Wohnhaus eines Vierseithofs aus Tyrlaching – Michl-Hof

Ein mit roten Ziegeln gedecktes Haus: Das Erdgeschoss ist weiß verputzt, das Obergeschoss ist ein Blockbau aus Holz.

Präsentationszeiten: 2. Hälfte 19. Jahrhundert, 1930er-Jahre

Wirtschaftliche Grundlagen: Vollerwerbslandwirtschaft

Dieses Wohnhaus mit angebautem Pferdestall war ursprünglich Bestandteil eines Vierseithofs, dessen Gebäude zum größten Teil bei einem Brand im Jahr 1942 zerstört wurden. Erhalten und an das Museum übergeben wurde das Wohnhaus, das 1566 unter Verwendung von Bauteilen eines älteren Gebäudes (Ende des 15. Jahrhunderts) errichtet worden war.

Pferdestall und Heulager wurden 1783 angebaut, im gleichen Jahr erneuerte man auch die Dachkonstruktion über dem gesamten Gebäude. Während das Obergeschoss des Wohnteils in Blockbauweise ausgeführt ist, findet sich über dem Pferdestall ein verschalter Ständerbau mit Bundwerk. Das Erdgeschoss ist jeweils gemauert. Auf der einen Seite des quer durch das Haus führenden Flurs liegen Küche und Stube, von der aus auch der Pferdestall zugänglich ist. Auf der anderen Seite des Flurs befinden sich die ehemalige Austragskammer, eine kleine Küche und die Speisekammer. In dieser Austragsküche ist noch die originale offene Feuerstelle erhalten. Bis in die 1940er-Jahre wurde sie zusätzlich genutzt, wenn – wie zum Beispiel zur Erntezeit – viele Leute im Haus waren.

Stube und Küche wurden in den 1930er-Jahren umgebaut, dieser Zeit entspricht auch die Einrichtung: In der Küche sind die Originalmöbel und ein zeittypsicher, gemauerter Herd zu sehen, die Stubenausstattung wurde dagegen nach Angaben der letzten Bewohnerinnen und Bewohner rekonstruiert – nur der Kachelofen ist original.

Gut zu wissen

Der Stall dient im Museum für Veranstaltungen, seine Ausstattung wurde nicht wiederhergestellt.

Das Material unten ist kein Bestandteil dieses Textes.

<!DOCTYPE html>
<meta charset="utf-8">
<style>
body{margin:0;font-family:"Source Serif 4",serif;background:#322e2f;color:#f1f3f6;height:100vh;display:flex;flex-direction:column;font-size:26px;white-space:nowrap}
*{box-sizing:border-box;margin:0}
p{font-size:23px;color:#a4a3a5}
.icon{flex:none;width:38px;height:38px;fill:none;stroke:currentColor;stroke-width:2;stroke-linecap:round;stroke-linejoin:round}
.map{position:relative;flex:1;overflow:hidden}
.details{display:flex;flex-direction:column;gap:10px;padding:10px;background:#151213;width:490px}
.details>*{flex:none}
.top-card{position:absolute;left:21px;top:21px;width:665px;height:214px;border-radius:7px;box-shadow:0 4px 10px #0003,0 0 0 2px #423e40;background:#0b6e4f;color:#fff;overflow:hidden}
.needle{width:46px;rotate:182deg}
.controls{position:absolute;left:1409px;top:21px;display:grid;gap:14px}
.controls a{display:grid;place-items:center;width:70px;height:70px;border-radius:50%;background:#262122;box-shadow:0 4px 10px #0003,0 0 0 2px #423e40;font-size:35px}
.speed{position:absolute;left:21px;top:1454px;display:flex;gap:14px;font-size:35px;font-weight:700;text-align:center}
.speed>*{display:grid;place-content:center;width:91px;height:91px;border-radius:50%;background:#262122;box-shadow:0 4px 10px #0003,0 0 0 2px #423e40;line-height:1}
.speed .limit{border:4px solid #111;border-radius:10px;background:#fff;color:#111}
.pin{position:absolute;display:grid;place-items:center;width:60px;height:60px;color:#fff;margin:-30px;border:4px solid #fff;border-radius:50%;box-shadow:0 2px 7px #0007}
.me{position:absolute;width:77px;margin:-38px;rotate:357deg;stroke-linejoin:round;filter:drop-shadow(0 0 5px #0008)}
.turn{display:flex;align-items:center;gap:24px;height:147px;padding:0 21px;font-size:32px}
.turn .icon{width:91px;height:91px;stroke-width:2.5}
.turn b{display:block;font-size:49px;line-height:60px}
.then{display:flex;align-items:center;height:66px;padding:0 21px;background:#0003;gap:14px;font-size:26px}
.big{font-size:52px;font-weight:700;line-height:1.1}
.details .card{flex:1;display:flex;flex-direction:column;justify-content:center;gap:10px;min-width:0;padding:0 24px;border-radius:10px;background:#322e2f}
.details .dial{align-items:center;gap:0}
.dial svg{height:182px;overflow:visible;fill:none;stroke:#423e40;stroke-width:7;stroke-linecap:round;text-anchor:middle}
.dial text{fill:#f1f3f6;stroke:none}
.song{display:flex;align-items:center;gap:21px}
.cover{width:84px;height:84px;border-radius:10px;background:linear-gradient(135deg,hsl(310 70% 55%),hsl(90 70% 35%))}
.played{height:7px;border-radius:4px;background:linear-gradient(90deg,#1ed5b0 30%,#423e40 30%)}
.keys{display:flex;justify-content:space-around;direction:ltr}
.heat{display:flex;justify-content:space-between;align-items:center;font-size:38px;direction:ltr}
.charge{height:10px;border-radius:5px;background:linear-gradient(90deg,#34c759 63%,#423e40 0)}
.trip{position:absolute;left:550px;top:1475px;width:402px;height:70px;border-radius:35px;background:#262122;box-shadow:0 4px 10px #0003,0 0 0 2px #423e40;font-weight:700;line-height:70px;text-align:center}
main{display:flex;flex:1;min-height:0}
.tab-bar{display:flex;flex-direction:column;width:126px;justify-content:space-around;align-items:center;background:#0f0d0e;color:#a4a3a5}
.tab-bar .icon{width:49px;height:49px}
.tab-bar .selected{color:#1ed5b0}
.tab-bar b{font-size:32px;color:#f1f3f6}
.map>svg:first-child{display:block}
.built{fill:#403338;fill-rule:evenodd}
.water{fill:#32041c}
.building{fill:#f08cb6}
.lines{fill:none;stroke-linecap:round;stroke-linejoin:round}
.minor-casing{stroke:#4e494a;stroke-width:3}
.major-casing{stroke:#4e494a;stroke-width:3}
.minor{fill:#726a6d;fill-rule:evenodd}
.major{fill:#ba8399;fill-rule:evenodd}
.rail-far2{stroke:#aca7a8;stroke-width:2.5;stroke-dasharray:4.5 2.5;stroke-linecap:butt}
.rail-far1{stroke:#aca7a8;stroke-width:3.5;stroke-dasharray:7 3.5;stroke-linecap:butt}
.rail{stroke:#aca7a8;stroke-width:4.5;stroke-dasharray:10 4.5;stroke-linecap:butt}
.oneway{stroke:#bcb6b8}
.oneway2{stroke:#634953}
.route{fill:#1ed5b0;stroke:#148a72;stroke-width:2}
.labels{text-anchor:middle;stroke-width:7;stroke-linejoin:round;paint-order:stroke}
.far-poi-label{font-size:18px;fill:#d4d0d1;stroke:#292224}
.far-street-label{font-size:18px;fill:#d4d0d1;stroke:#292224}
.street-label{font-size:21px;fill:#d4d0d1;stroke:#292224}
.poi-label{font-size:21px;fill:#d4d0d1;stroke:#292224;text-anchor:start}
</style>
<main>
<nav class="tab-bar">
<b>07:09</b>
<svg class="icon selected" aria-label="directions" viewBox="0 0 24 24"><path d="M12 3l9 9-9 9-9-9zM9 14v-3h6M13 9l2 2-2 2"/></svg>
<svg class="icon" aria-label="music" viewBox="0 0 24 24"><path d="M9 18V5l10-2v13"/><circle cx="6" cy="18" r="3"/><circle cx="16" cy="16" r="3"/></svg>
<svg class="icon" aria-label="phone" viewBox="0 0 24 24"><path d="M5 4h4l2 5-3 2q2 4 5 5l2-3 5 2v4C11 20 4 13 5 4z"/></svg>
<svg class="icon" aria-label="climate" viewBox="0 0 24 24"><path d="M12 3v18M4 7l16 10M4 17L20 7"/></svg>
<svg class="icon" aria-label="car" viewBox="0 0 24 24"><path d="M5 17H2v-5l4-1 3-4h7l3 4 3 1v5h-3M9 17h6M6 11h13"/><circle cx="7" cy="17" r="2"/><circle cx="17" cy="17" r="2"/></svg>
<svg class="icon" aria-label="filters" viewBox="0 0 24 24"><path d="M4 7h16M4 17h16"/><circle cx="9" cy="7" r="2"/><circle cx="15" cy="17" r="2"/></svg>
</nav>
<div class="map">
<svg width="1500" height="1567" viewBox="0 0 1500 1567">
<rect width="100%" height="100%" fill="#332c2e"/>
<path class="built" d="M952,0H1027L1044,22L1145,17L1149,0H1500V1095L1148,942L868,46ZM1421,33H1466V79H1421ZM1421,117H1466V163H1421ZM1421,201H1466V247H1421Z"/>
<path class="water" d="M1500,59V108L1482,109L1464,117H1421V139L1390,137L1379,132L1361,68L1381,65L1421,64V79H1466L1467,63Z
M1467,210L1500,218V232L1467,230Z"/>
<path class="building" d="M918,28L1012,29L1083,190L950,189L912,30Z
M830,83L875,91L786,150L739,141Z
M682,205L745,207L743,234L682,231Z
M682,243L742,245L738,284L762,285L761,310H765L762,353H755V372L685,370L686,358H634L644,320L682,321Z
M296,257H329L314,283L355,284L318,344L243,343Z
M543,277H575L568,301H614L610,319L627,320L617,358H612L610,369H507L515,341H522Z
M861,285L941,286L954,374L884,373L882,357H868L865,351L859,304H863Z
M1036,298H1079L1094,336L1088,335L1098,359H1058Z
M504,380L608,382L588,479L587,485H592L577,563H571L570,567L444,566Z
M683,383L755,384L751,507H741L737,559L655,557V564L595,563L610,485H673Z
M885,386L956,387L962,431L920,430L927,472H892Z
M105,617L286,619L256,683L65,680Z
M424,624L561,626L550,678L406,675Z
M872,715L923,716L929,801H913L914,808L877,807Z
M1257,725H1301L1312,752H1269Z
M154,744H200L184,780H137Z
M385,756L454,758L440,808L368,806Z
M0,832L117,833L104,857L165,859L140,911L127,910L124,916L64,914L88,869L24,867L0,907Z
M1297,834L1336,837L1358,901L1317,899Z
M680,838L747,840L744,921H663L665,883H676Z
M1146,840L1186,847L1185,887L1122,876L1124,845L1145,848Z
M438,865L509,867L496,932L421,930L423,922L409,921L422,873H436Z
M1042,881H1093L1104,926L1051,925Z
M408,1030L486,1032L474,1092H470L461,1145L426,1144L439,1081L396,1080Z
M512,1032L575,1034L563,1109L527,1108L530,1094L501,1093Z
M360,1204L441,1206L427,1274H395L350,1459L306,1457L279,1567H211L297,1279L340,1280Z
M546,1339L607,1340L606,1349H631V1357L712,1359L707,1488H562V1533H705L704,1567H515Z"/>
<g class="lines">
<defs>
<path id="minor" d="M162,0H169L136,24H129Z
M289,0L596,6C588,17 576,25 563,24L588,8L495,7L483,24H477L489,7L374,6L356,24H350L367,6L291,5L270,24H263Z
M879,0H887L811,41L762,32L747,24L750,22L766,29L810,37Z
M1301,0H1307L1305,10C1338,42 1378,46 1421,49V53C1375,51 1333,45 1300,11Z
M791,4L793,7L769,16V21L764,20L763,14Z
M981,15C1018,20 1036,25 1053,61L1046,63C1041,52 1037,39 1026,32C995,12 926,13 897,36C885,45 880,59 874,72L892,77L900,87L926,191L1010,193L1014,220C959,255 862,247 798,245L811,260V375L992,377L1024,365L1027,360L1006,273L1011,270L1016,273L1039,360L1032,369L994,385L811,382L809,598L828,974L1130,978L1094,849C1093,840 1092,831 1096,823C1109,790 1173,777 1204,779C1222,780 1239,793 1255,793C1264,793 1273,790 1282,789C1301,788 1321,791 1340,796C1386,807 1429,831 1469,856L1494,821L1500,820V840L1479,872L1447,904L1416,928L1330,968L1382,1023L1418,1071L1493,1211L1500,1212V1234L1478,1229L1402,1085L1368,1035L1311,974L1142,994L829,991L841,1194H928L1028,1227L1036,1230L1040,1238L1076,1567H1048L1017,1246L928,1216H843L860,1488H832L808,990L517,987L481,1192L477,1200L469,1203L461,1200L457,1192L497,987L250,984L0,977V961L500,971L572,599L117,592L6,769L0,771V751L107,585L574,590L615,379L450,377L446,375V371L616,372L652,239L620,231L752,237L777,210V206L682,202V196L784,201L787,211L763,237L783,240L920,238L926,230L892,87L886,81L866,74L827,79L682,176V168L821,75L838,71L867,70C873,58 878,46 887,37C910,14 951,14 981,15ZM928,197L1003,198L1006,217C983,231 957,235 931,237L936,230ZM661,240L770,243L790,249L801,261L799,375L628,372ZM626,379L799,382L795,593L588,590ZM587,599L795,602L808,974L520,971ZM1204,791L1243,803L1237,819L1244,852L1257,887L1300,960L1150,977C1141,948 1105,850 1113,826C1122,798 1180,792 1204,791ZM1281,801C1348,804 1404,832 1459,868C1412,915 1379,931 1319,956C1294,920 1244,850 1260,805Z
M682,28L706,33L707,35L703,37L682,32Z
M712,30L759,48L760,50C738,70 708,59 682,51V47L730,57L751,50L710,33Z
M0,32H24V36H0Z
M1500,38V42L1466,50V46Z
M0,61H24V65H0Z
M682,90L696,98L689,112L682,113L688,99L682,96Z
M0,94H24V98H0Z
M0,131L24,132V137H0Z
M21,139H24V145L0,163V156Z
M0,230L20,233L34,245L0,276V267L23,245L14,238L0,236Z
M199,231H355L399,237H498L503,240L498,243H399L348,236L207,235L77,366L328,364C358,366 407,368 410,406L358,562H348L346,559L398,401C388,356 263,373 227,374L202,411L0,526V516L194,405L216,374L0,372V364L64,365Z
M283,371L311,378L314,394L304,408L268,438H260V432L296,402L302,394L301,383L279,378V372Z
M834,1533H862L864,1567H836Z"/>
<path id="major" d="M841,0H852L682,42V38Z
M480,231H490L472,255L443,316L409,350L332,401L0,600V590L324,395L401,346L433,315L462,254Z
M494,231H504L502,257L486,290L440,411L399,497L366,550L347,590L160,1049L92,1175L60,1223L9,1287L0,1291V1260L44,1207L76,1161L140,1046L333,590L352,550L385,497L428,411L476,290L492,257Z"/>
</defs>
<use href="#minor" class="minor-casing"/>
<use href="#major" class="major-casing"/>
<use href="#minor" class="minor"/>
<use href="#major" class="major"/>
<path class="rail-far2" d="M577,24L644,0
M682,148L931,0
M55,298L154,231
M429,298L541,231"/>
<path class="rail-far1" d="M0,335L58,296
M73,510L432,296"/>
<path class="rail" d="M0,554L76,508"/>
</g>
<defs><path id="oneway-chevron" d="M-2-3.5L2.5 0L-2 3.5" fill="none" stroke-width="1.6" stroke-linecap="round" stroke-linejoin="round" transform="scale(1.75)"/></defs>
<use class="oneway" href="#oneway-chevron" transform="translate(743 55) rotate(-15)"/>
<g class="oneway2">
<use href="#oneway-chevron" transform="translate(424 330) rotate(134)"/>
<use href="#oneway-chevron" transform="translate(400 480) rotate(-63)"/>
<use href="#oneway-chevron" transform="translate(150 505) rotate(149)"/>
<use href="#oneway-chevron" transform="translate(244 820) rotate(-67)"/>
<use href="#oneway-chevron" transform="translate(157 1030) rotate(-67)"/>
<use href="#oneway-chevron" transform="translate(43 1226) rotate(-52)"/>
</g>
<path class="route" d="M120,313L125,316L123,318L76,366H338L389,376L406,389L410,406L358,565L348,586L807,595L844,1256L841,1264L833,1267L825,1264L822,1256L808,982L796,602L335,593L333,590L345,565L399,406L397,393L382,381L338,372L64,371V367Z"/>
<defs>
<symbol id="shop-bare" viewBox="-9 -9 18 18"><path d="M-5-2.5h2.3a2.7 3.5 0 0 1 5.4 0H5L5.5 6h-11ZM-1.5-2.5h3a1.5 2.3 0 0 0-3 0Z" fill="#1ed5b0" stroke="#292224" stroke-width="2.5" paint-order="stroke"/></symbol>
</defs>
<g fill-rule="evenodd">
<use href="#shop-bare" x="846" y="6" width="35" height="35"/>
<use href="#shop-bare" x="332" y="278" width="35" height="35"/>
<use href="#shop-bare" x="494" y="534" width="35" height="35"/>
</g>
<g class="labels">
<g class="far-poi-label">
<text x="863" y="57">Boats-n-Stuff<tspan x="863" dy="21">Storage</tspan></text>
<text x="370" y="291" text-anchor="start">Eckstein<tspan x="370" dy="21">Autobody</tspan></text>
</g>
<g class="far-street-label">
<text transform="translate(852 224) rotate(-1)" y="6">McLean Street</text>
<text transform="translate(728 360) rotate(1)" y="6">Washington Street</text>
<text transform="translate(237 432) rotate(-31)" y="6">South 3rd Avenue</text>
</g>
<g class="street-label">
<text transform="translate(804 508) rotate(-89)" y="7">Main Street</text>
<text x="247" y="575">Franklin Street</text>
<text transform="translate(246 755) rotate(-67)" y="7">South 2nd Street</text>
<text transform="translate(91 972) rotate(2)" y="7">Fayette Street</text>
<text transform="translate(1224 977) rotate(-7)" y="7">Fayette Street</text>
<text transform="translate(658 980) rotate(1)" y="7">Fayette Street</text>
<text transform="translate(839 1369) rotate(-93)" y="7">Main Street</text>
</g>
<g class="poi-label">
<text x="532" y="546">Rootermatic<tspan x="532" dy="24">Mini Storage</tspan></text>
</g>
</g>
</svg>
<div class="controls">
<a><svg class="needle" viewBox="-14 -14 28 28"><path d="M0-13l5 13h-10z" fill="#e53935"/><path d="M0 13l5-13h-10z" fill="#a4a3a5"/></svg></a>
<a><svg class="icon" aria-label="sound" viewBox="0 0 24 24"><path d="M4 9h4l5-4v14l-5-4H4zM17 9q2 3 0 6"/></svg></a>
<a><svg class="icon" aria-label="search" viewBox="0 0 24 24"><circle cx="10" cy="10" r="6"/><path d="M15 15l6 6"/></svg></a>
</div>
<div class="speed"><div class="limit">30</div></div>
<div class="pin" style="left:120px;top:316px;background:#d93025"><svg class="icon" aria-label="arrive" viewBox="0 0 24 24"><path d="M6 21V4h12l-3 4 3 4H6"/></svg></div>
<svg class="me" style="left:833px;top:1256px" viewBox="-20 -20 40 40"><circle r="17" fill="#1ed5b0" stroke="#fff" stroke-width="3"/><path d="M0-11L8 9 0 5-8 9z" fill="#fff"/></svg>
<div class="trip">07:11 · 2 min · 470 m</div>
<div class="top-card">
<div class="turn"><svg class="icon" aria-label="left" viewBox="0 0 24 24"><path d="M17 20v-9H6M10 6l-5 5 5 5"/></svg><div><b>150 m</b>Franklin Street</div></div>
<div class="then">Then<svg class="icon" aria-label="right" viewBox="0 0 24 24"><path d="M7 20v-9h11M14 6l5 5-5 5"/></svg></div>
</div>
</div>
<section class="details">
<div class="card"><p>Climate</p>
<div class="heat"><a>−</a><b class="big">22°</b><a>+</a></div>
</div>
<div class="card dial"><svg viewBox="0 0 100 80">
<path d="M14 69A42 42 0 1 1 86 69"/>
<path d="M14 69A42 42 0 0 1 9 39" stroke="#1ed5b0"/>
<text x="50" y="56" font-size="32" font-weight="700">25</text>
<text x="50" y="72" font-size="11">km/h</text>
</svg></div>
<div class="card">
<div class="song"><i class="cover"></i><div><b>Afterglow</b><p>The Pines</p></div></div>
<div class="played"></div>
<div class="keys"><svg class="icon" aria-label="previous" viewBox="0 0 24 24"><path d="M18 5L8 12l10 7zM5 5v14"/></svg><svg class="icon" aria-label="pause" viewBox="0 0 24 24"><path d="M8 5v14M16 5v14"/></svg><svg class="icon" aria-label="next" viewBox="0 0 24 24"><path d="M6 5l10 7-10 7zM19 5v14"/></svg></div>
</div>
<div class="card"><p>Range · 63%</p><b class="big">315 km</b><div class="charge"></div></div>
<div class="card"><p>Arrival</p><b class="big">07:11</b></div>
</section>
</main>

Die restlichen Räume des “Michls” zeigen eine für die zweite Hälfte des 19. Jahrhunderts typische Einrichtung. In einer der Kammern im Obergeschoss werden außerdem zwei bemalte Betten aus den 1790er-Jahren präsentiert, die vom bekannten Aiblinger Möbelmaler Michael Böheim gefasst wurden.